5/16 For the first time in forever, I have issues bridling Sofie. She takes the bit nicely, as always, but after I fasten the throatlatch and noseband, she nips me on the arm. I smack her in the nose a millisecond later, and she appears startled and apologetic. Well....maybe just startled.

After thinking over the previous ride's issues, I conclude that I was putting too much emphasis on her getting soft on the right rein, and that the real issue was that she was bulging into my left leg. It's called inside leg to outside rein, genius, and it's, um, just, like, a fundamental part of dressage. So I start out in the arena (where she also drifts in, especially down the one long side) and really push her over with my inside leg. She is sensitive and smart enough to get the idea pretty fast, although she needs reminders. Lots of them. Especially when we go outside. She is definitely still drawn to the barn, so she requires a LOT of inside-leg-to-outside-rein. She also requires reminders that no, we don't just pick up a trot when we turn back to the barn, even though you're right, that would get us there faster. She does much better if instead of clinging to the reins and nagging "Please don't go faster, just walk, just walk, no don't speed up" I let her have her head. If she starts trotting and won't listen to a polite aid, then I do pull back on the outside rein, hard enough to get her attention. Then I release, and repeat as necessary.

The Sofa doesn't know if she likes these new requirements, but I just stay persistent since my new requirements are pretty basic and definitely not over the top. She starts to get the concept, she just needs reminders. I don't do a lot of trotting in the yard since I'm still working on getting her straight facing away from the barn at the walk, and I'm avoiding trotting toward the barn. So I take her for a trot on the trail, and she moves out nicely. Wheeeee! I also ride her partway down the road. She strides out with an eagerness that I haven't seen from her since before her hock trouble started. After we reach a certain point she starts to get a little fidgety, so I make her go on a bit longer and then turn back for home. The ride ends up being our longest one in a while (45 minutes) which accounts for her fidgety-ness.

5/18 Even though it is a hot hot HOT day, Sofie free schools energetically, even throwing in a walk-to-canter transition. Then she becomes convinced that the one long side of the outdoor is evil. I catch her and try to lead her down it, which results in her making lots of bolty-spinny circles around me. The second time, she is better, making normal circles at the walk. I quit with that and start bringing her into the barn, and she spooks inexplicably in one of the small paddocks en route. I go into the barn, put on my helmet and gloves, and take her out the one of the "scary corners" in the yard. All the wants is to eat grass. I take her back in the barn to get her ready to ride, figuring Fireball has had her fun and won't come back for more.

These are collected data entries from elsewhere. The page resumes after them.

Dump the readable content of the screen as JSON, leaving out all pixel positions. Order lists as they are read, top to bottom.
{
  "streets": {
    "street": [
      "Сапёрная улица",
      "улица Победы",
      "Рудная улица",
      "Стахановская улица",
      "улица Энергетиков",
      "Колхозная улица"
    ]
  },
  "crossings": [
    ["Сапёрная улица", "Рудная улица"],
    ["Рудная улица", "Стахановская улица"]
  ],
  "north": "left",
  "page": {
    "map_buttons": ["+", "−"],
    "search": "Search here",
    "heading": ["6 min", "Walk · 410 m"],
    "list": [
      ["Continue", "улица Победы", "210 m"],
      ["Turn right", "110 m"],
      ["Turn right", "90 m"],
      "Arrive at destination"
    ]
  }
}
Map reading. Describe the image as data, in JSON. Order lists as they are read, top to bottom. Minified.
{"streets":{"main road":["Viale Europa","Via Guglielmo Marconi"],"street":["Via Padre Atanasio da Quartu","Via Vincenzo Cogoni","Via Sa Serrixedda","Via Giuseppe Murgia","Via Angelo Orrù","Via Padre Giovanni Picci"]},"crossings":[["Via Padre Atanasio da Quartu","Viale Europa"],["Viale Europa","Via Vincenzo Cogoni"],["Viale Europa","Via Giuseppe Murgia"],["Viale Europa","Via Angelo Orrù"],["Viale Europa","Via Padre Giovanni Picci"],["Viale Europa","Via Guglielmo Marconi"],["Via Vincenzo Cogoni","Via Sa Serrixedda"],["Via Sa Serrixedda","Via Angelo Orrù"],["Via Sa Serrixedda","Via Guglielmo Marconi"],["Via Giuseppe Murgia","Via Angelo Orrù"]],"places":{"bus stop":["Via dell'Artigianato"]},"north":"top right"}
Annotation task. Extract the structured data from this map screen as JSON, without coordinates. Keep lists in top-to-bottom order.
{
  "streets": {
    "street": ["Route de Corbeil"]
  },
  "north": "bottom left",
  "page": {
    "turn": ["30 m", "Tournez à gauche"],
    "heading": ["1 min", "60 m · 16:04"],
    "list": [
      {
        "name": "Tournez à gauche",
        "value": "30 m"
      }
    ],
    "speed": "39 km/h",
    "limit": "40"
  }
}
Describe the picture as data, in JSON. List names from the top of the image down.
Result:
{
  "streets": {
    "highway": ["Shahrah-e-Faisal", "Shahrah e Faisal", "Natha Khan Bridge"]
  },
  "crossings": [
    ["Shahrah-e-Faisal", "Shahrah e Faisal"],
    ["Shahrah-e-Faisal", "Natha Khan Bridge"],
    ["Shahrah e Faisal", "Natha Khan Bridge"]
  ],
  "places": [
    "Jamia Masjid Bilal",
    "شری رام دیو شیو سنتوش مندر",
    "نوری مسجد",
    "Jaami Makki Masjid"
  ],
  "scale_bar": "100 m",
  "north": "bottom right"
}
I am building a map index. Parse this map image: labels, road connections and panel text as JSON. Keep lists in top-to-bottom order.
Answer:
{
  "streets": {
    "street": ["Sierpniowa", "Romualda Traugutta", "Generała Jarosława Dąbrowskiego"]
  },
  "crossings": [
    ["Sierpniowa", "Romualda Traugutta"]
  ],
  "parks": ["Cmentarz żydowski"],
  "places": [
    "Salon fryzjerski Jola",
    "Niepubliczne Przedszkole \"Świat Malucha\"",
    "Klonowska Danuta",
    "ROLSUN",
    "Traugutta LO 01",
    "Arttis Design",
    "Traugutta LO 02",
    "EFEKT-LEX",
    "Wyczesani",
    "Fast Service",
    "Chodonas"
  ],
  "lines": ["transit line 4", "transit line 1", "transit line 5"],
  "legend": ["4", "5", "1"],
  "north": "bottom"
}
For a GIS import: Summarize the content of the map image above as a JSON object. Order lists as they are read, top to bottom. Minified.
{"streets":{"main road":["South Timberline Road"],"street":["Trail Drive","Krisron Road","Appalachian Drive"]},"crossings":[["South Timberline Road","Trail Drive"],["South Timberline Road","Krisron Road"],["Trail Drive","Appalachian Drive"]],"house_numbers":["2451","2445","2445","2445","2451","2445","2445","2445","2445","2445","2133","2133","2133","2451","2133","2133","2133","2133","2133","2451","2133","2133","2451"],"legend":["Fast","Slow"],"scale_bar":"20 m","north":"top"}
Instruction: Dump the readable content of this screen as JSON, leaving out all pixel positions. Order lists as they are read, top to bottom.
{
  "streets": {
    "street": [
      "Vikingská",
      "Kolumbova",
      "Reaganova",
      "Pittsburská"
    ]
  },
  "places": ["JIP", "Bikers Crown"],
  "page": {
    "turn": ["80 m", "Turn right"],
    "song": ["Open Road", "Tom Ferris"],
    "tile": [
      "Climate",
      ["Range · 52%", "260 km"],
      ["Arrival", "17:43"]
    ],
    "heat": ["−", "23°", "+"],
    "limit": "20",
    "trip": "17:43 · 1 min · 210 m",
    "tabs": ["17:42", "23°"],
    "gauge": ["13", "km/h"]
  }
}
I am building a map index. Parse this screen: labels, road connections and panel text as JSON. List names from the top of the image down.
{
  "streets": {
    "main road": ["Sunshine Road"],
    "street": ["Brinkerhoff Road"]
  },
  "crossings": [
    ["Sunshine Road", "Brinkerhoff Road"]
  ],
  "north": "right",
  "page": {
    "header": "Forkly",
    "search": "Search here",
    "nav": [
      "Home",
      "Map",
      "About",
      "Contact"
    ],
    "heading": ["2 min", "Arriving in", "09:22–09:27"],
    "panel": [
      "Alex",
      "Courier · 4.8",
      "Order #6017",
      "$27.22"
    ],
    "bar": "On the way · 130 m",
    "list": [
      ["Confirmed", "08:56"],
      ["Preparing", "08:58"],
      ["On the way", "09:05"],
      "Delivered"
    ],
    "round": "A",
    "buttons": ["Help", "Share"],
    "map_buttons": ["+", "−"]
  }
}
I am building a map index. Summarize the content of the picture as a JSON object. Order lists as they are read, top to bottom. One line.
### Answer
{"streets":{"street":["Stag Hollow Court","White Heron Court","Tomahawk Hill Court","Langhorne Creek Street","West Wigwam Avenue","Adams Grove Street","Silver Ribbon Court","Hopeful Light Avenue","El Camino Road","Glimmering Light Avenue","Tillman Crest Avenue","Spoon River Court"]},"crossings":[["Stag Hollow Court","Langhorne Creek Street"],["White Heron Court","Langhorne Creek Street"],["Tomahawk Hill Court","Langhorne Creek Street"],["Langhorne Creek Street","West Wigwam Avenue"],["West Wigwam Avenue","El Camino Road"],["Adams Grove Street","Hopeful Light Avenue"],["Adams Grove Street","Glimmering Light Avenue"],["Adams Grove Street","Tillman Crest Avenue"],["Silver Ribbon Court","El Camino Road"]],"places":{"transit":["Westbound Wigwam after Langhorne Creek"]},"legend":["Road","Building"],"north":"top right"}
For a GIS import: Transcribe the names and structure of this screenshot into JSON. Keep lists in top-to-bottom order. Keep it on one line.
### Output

Once again, she threatens to bite after I tighten her noseband, but backs down when I raise my hand. As we get started, it's clear that the moving-off-the-leg lesson has sunk in. She moves off my leg very well in the arena and stays on the rail better than ever before. Of course, after a couple minutes of this she reverts a bit to her old ways, but I'm excited to see a glimpse of what could be.

Outside, we make a circuit of the yard, do our shallow turns and straight lines, and work on our inside-leg-to-outside-rein connection and our basic obedience. For too long, I kind of let her do her thing out in the yard, first because she was so much fun to ride, and then because she was so sour that I had to use the magic pull of the barn to get a trot transtition without theatrics. I was afraid of her at that point, so I did not insist on obedience and my control was kind of questionable. So the Sofa probably wonders why I'm now insisting that I pick the pace AND the direction. She complies with my new demands, albeit sometimes lacking a smile on her face. But I understand that she's not always going to like what I have to say, and the important thing is that she complies and is rewarded for trying.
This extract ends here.